Details and patient eligibility

About

Background:

Malaria parasites are carried by mosquitoes, which spread the infection by biting people. Currently, there is no effective malaria vaccine. However, studies show that volunteers bitten many times by mosquitoes that carry weakened malaria parasites could fight off getting sick with malaria when later exposed to normal malaria parasites. Malaria parasites are weakened by exposing them to radiation when they are in the stage of development called sporozoites . Only the mosquitoes are irradiated and study volunteers are not exposed to radiation. The radiation stops the parasites from being able to cause disease but still promote protection. For many years, it was not possible to give these sporozoites to people as a vaccine since they could not be adequately purified from the mosquito. Scientists have recently figured out how to produce and isolate the weakened sporozoites so that they can be given in an injected vaccine. This vaccine is known as the "PfSPZ vaccine".
A malaria challenge will be used to test whether the vaccine will prevent infection. In a malaria challenge, mosquitoes that have the malaria parasite will be allowed to bite a participant's arm. In the event that the vaccine does not work, the malaria parasite used for the challenge can be treated completely with common anti-malaria medications. Participants will be treated immediately if they develop malaria symptoms.

Objectives:

To test the safety and effectiveness of the PfSPZ vaccine.

Eligibility:

Healthy volunteers between 18 to 45 years of age.

Design:

Participants will be screened with a physical exam, medical history, and blood tests. There will be five different groups of study participants, all of whom will be monitored with frequent blood tests.
Group 1 will have two vaccines with the lowest amount of the vaccine given 4 weeks apart, with regular clinic visits up to 24 weeks after the second vaccine. This group will not have a malaria challenge.
Group 2 will have four or six vaccines given 4 weeks apart at a higher dose than group 1. A malaria challenge will be given about 3 weeks after the last vaccine. Follow-up visits will continue through 24 weeks after the last vaccine.
Group 3 will have four or six vaccines given 4 weeks apart at a higher dose than group 2. A malaria challenge will be given about 3 weeks after the last vaccination, as for Group 2. Follow-up visits will continue through 24 weeks after last vaccine.
Group 4 will have four or six vaccines given 4 weeks apart at a higher dose than group 3. A malaria challenge will be given about 3 weeks after the last vaccination. Follow up visits will continue through 24 weeks after last vaccine.
Group 5 will serve as a control group and will not receive the vaccine, but will have the malaria challenge. Follow-up visits will continue through 8 weeks after the challenge.

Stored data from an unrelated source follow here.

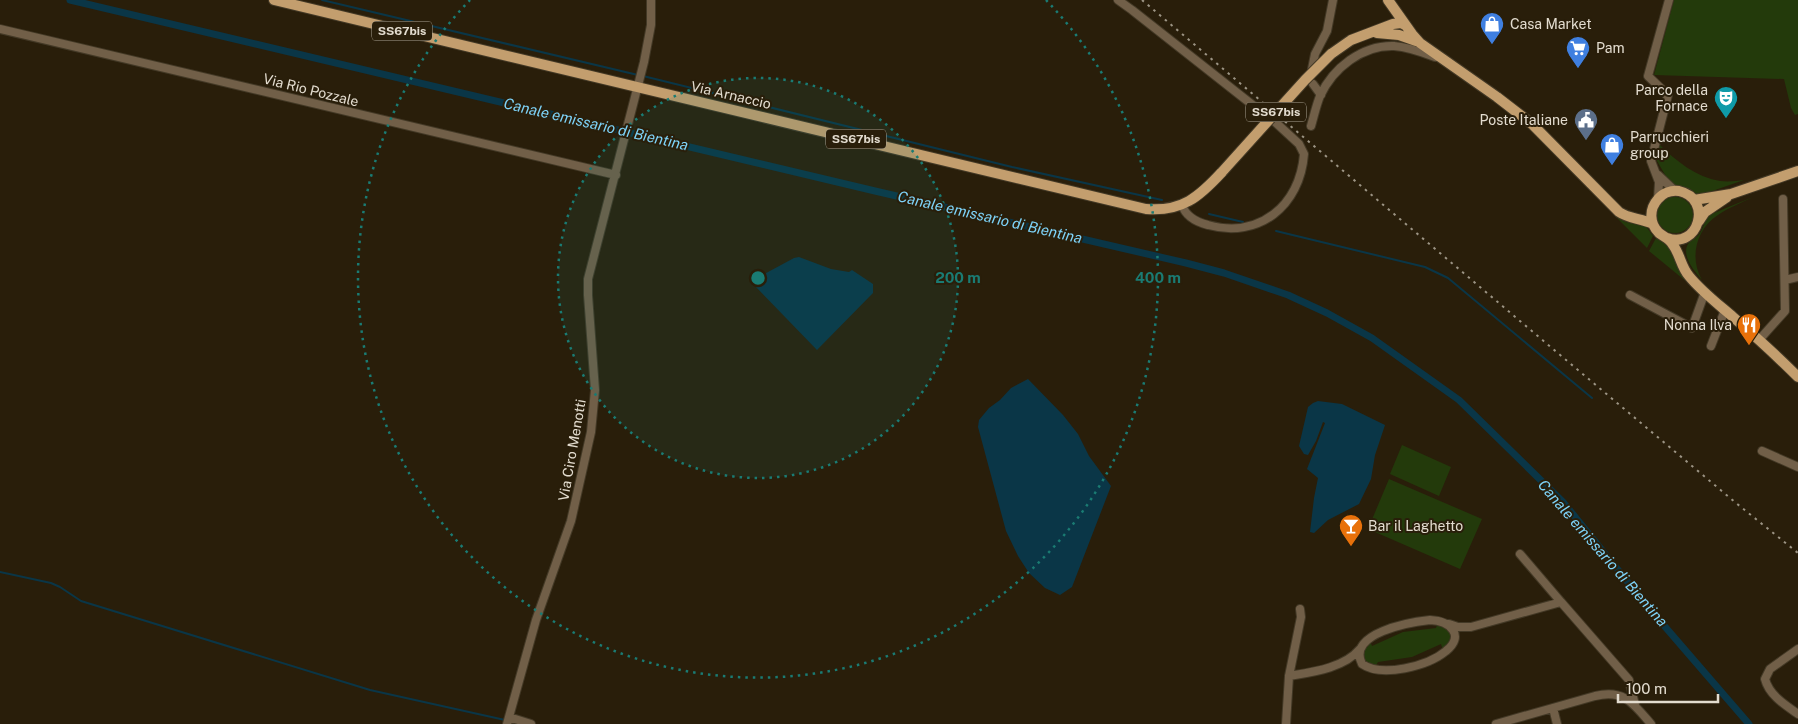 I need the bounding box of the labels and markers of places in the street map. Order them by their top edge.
shop icon: Casa Market [1479,11,1505,45]
place label: Casa Market [1510,16,1592,32]
supermarket icon: Pam [1565,35,1591,69]
place label: Pam [1596,40,1625,56]
place label: Parco della Fornace [1635,82,1708,114]
theatre icon: Parco della Fornace [1713,85,1739,119]
public building icon: Poste Italiane [1573,107,1599,141]
place label: Poste Italiane [1479,112,1568,128]
place label: Parrucchieri group [1630,129,1709,161]
shop icon: Parrucchieri group [1599,132,1625,166]
centre of rings [749,269,767,287]
restaurant icon: Nonna Ilva [1736,312,1762,346]
place label: Nonna Ilva [1664,317,1732,333]
bar icon: Bar il Laghetto [1338,513,1364,547]
place label: Bar il Laghetto [1368,518,1463,534] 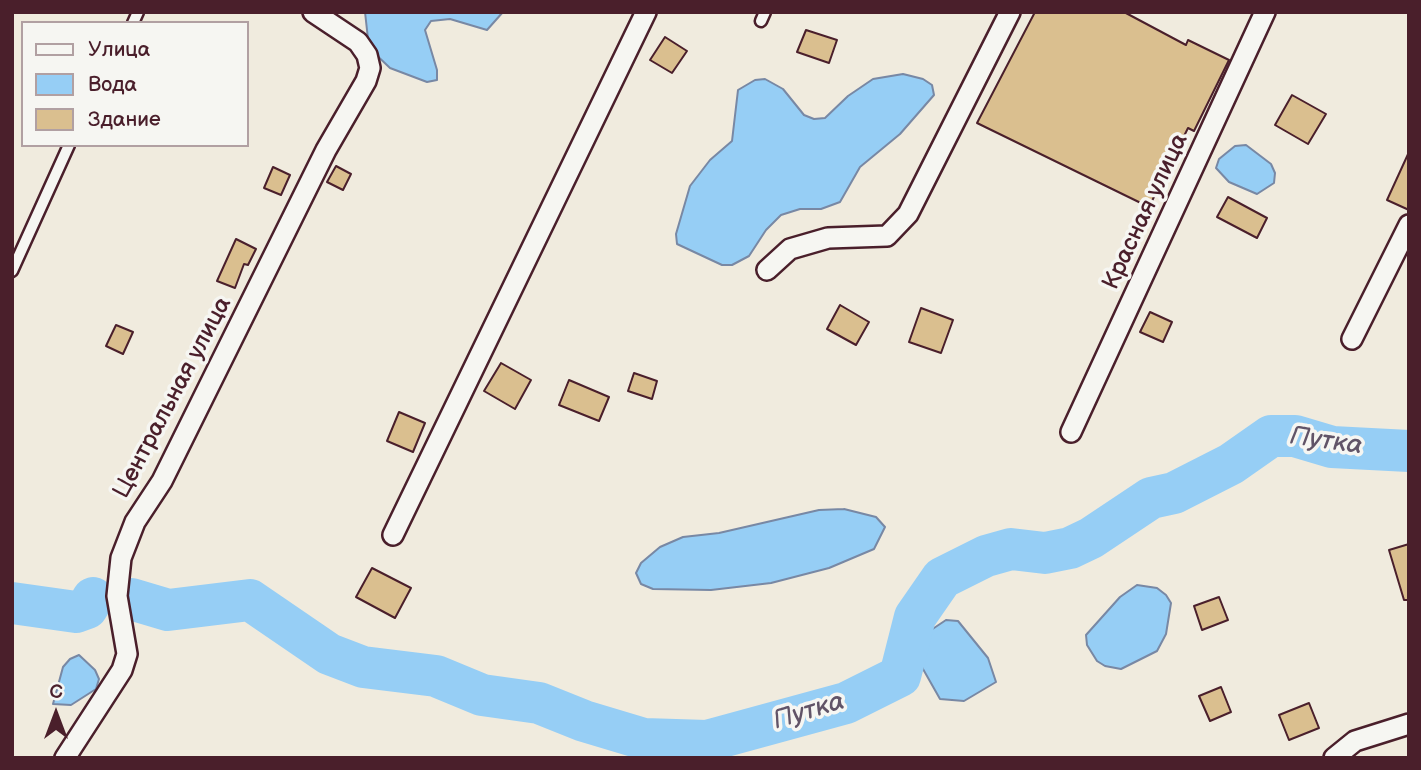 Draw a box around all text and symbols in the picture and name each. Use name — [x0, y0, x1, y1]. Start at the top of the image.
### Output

All participants from any group who receive a malaria challenge will be treated promptly for malaria when it develops.

Full description

Study Design: VRC 312 is the second study of the PfSPZ Vaccine and the first study to evaluate intravenous (IV) administration of this vaccine. The study is designed as an openlabel evaluation of the safety, tolerability, immunogenicity and protective efficacy of the vaccine at successively higher dosages (2000; 7500; 30,000 and 135,000 SPZ per injection) administered by the IV route. The 3 higher dosages will be evaluated for protection against a malaria challenge after 4 to 6 vaccinations. Control subjects are included in the malaria challenge. The primary objectives of the study are related to the safety and tolerability of the vaccine at the 4 dosage levels when administered IV; the secondary objectives are related to PfSPZ vaccine-mediated protection against Plasmodium falciparum (Pf) challenge at the 3 higher dosage levels; and the exploratory objectives are related to the immunogenicity of the PfSPZ Vaccine and defining an immune correlate of protection.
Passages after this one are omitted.